『福田村事件』絶賛公開中

 満席の映画館が久しぶりで、まずそれに感動した。満席だけでなくてチケットが買えずに帰る人もいっぱいいた。ミニシアターでこういうことってそんなに体験しない。遠方から来てる人もいたみたいで、帰りに駅までの道を聞かれた。
 ドキュメンタリーで有名な森達也監督の初劇映画として注目度抜群なのはもちろん、何と言っても企画、脚本に荒井晴彦の名前がある。この人はもう巨匠なんで、この人が脚本に関わっているかぎり、ある水準以上のものは必ずできる。
 その前にまず一言感想を書くと、とにかくむちゃくちゃ面白い。パンフも買ったけれど、面白すぎて福田村事件の研究者からは懸念の声が寄せられていた(その対談の議論がまた面白いけど)。なので、福田村事件について知識0で臨んだ方が全然楽しめると思います。そう。先に深いところまで知っていたらここまでエキサイトできなかったかもしれない。
 話がズレるけれど、宮沢賢治を扱った『銀河鉄道の父』なんかは、個人的には観にいけなかった。国柱会の問題まで描いてるはずないな、とか、同性愛的な傾向とかまで踏み込んでるはずもないな、とか、考え始めると、いくらエンタメとわかっていても、観てもしょうがないか・・・ってなる。
 その点、この福田村事件は、実は、史実的な検証もまだ日が浅い、というと、それこそ研究者の人が眉を顰めるだろうけれど、一般の観客にとっては、やはりそう言って間違いないと思うのだ。
 もちろん、この映画のチームもすごく勉強していて、さっき言ったように、パンフレットの研究者の方との議論でも一歩も譲らず組み合っていた。
 私たち観客は、だから、この映画をきっかけに知り始めればいいと思う。その端緒としてこの映画はとにかくすばらしく面白い。
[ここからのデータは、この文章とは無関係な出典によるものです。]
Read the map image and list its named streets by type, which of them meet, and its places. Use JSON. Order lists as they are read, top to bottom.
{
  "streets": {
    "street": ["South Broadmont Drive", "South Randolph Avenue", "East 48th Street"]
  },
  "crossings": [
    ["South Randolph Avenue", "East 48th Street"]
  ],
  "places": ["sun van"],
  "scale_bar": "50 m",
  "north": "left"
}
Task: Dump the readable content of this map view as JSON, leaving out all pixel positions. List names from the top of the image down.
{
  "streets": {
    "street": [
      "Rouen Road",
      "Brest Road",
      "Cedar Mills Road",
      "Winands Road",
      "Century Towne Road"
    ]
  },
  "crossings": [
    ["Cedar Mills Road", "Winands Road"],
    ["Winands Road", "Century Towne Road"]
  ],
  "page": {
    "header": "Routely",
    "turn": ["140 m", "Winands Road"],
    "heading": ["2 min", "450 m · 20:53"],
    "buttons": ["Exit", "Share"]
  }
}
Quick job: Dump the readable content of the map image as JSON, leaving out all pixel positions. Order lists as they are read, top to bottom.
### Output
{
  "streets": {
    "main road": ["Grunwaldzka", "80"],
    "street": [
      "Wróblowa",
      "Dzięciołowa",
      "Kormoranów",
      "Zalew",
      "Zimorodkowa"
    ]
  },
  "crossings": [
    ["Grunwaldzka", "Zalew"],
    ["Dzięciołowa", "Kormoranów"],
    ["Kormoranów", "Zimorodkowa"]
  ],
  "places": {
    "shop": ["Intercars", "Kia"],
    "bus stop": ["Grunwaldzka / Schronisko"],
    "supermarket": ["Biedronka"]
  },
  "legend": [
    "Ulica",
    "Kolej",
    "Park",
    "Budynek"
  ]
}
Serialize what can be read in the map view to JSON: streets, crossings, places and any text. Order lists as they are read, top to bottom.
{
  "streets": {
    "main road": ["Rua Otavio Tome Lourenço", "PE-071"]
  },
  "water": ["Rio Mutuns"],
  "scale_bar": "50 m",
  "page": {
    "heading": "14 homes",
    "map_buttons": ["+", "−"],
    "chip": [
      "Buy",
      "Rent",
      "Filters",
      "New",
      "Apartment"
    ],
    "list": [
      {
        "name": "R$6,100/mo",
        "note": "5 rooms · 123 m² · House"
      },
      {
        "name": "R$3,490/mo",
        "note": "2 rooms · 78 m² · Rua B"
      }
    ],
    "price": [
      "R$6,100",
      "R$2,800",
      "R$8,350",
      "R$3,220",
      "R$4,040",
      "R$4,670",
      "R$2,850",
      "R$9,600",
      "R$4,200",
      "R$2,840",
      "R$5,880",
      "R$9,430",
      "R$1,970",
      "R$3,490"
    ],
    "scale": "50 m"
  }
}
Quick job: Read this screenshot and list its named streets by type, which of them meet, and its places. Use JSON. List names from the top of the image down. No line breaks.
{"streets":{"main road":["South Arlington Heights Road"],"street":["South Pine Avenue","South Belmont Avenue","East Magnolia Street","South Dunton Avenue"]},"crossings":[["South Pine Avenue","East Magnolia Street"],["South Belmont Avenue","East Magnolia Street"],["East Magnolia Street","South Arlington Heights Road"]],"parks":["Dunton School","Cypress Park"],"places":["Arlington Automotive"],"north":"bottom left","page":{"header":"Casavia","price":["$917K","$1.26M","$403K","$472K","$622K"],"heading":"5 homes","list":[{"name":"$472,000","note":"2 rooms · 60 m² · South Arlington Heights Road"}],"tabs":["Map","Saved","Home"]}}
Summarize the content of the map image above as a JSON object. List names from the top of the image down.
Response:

 やっぱ思ったけど、映画は面白いのがいちばん。難点を上げるとしたら、水道橋博士の演技だけまわりのキャストとの比較で一段さがる感じはあるけど(年齢的にも合ってない気がした)、それは、シナリオの骨格がしっかりしてるので、瑣末なことですね。
 繰り返しになるけど、福田村事件へと流れ込んでいくシナリオが見事なんだ。井浦新さんによると、第6稿、第7稿あたりでグンとブラッシュアップされたそうだ。
 シナリオ全体が福田村事件へと流れ込んでいくのとシンクロして、『福田村事件』ってこの映画自体が成立していく過程も面白い。
 そもそも何年か前から森達也監督がこの事件を映画にするためにクラウドファンディングをしていたのは知ってた。Newsweekのコラムでも扱ってたかな。
 しかし、それとはまた別に(と言ってももともとは森達也さんの文章が発端なんだけど)荒井晴彦さんも福田村事件の映画化に動いていたそうなのだ。脚本に名を連ねている佐伯俊道さんを監督に、もうロケハンまで進んでいた。そんな折に、ある授賞式の会場で、荒井晴彦さんと森達也さんが出会うんだ。
 それで一緒にやろうってことになる。その痕跡が、いろんな群像が福田村事件に流れ込んでいく過程にほのみえるのがすごく面白い。
 つまり、このキャストはたぶん森達也さんの最初の構想の人物だろうな、とか、この人は荒井晴彦の企画じゃなきゃ出てこないよな、とか。
 共同作業がうまくいった好例だと思う。作家性の強い1人の作家の作品だと、どんなに優れた作家でも、やっぱり弱いところ強いところが出るわけじゃないですか。
 パンフには森達也監督のインタビューも荒井晴彦さんのインタビューも載ってるんだけど、それより映画の方が深いから。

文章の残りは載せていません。